DIRECTIONS FOR THIS TASK:
Each line of the data below that includes the string "absolute" must be copied.

++++++++++++++++++++

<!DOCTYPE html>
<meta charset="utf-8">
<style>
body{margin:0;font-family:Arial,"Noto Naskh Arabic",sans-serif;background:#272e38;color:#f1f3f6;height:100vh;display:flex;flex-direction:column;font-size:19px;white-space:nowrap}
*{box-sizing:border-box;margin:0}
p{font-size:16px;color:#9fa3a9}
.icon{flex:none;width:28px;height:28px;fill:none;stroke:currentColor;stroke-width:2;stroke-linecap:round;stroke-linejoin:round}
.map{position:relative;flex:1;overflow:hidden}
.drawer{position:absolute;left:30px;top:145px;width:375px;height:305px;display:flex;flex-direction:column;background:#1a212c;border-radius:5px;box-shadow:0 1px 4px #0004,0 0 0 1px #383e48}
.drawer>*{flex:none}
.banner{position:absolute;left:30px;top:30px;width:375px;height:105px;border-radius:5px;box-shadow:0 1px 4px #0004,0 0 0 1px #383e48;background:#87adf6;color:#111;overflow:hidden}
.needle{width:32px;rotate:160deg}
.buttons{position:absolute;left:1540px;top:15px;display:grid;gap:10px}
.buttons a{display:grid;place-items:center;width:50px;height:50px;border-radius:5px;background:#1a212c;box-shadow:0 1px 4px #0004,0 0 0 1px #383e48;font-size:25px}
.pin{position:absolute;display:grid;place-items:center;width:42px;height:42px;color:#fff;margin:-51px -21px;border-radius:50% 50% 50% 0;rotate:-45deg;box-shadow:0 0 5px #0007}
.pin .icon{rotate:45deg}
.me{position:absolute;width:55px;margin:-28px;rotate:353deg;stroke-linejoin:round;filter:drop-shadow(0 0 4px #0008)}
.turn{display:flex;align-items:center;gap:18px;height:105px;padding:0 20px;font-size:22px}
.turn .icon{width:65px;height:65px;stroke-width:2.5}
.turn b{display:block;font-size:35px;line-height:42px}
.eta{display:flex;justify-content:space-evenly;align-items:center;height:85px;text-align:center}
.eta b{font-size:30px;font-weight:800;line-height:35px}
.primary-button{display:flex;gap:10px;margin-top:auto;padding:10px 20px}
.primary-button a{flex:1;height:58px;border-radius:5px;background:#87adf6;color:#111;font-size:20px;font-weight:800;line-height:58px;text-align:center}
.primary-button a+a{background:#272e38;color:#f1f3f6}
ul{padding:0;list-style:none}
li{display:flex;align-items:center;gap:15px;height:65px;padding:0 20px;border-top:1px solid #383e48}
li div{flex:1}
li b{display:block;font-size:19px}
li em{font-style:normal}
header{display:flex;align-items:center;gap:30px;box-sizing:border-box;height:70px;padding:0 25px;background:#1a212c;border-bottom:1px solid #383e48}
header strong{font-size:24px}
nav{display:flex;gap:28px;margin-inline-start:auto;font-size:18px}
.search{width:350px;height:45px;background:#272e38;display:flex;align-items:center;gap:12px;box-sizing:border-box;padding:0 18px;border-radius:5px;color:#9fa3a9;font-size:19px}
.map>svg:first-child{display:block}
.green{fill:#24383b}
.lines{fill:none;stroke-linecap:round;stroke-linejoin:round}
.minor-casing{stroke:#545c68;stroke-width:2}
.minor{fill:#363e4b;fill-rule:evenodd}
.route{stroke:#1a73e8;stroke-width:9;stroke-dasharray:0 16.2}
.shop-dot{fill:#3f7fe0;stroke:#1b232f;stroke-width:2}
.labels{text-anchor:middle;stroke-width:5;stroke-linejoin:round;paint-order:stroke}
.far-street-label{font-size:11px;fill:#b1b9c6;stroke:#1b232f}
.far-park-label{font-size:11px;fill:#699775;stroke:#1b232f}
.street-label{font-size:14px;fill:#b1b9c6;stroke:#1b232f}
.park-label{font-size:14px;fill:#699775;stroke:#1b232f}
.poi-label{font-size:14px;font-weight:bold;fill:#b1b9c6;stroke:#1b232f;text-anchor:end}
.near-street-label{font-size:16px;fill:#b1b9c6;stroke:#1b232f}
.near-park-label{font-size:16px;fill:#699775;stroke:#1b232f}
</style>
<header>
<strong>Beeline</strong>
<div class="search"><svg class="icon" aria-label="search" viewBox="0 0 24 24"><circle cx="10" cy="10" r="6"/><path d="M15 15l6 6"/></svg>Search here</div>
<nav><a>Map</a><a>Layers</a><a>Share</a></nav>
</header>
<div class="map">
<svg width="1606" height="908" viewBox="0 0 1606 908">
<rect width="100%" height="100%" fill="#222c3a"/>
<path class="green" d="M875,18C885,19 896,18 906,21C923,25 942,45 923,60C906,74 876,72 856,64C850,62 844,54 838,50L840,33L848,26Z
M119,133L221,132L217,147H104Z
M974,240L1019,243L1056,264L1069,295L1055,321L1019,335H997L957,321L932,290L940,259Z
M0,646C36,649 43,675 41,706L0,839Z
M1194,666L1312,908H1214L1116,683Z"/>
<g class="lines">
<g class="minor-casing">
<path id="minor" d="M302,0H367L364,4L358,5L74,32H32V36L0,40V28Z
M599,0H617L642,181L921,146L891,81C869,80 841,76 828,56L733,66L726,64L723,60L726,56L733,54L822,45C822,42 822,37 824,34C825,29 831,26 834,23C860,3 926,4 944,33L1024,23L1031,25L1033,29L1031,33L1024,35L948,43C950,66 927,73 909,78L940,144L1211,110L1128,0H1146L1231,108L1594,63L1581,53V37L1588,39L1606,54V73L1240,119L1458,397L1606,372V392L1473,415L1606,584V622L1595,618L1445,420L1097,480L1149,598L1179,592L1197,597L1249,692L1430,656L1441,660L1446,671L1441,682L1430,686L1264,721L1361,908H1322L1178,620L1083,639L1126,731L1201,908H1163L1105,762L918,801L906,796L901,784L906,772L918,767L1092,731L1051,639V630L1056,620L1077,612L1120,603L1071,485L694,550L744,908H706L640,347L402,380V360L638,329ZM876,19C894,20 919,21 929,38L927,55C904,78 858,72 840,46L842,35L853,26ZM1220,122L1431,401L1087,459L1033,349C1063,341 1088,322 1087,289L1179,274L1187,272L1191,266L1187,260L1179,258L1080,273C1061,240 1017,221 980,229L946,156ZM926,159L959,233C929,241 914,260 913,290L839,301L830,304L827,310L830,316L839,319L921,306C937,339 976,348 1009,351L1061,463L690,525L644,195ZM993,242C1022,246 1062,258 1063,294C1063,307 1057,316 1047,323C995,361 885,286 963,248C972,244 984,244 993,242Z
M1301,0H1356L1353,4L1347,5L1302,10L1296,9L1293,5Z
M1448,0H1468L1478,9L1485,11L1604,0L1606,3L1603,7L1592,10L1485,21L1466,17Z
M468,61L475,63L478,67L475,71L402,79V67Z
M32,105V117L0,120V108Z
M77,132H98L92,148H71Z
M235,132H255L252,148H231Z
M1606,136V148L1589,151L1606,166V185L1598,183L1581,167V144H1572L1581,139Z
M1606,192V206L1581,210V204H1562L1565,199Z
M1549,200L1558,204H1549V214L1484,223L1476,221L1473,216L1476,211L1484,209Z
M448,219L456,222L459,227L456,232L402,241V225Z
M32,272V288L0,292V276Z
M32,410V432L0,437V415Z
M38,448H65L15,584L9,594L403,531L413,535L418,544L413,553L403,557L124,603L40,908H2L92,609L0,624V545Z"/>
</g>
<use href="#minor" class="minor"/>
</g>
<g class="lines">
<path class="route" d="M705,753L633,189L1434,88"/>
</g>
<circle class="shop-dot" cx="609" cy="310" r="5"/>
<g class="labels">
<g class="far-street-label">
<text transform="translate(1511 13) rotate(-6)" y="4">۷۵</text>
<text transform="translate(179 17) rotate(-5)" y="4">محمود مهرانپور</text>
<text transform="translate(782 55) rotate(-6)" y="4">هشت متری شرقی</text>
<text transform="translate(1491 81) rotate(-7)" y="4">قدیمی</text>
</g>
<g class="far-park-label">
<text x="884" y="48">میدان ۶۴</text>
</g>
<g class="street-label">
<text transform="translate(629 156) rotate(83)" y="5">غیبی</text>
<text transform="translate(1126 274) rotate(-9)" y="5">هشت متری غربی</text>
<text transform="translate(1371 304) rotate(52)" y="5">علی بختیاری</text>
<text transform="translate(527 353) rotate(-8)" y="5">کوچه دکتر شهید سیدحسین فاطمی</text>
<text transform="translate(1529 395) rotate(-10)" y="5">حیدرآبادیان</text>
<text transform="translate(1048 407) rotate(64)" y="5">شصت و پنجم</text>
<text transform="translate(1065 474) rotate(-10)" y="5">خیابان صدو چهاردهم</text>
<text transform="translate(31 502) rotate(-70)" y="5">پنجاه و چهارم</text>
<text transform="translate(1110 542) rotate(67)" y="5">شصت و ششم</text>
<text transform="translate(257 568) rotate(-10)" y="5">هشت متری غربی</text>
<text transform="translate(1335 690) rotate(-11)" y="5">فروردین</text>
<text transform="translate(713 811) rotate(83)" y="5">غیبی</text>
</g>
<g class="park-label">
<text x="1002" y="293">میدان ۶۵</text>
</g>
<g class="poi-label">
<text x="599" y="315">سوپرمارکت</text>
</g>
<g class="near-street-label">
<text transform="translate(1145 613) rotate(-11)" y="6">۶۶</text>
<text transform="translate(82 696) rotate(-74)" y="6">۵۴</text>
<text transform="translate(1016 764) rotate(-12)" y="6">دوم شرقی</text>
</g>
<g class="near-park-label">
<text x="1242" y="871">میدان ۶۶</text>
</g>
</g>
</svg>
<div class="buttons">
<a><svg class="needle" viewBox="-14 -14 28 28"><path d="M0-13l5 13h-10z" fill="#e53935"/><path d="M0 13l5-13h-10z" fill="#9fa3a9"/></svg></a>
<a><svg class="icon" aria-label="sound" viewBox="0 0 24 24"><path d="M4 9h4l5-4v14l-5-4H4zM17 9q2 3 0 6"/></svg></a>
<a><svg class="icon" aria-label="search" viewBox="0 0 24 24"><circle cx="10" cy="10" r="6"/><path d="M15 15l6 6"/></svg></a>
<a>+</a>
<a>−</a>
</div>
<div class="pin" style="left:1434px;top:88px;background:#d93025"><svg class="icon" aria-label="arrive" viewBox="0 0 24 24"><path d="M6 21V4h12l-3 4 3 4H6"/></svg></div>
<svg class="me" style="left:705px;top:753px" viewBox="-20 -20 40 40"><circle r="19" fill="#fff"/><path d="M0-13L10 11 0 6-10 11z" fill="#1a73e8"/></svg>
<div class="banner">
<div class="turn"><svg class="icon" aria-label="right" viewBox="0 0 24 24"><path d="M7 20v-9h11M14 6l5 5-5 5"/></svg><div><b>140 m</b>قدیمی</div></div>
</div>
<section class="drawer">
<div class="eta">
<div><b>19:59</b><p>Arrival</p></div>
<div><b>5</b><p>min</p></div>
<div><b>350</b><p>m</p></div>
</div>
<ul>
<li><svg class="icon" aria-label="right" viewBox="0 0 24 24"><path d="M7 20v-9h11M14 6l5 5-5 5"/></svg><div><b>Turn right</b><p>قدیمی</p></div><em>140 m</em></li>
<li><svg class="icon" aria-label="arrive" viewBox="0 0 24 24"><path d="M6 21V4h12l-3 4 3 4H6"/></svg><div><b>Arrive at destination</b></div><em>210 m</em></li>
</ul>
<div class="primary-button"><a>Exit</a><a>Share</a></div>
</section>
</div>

++++++++++++++++++++

EXPECTED ANSWER:
.drawer{position:absolute;left:30px;top:145px;width:375px;height:305px;display:flex;flex-direction:column;background:#1a212c;border-radius:5px;box-shadow:0 1px 4px #0004,0 0 0 1px #383e48}
.banner{position:absolute;left:30px;top:30px;width:375px;height:105px;border-radius:5px;box-shadow:0 1px 4px #0004,0 0 0 1px #383e48;background:#87adf6;color:#111;overflow:hidden}
.buttons{position:absolute;left:1540px;top:15px;display:grid;gap:10px}
.pin{position:absolute;display:grid;place-items:center;width:42px;height:42px;color:#fff;margin:-51px -21px;border-radius:50% 50% 50% 0;rotate:-45deg;box-shadow:0 0 5px #0007}
.me{position:absolute;width:55px;margin:-28px;rotate:353deg;stroke-linejoin:round;filter:drop-shadow(0 0 4px #0008)}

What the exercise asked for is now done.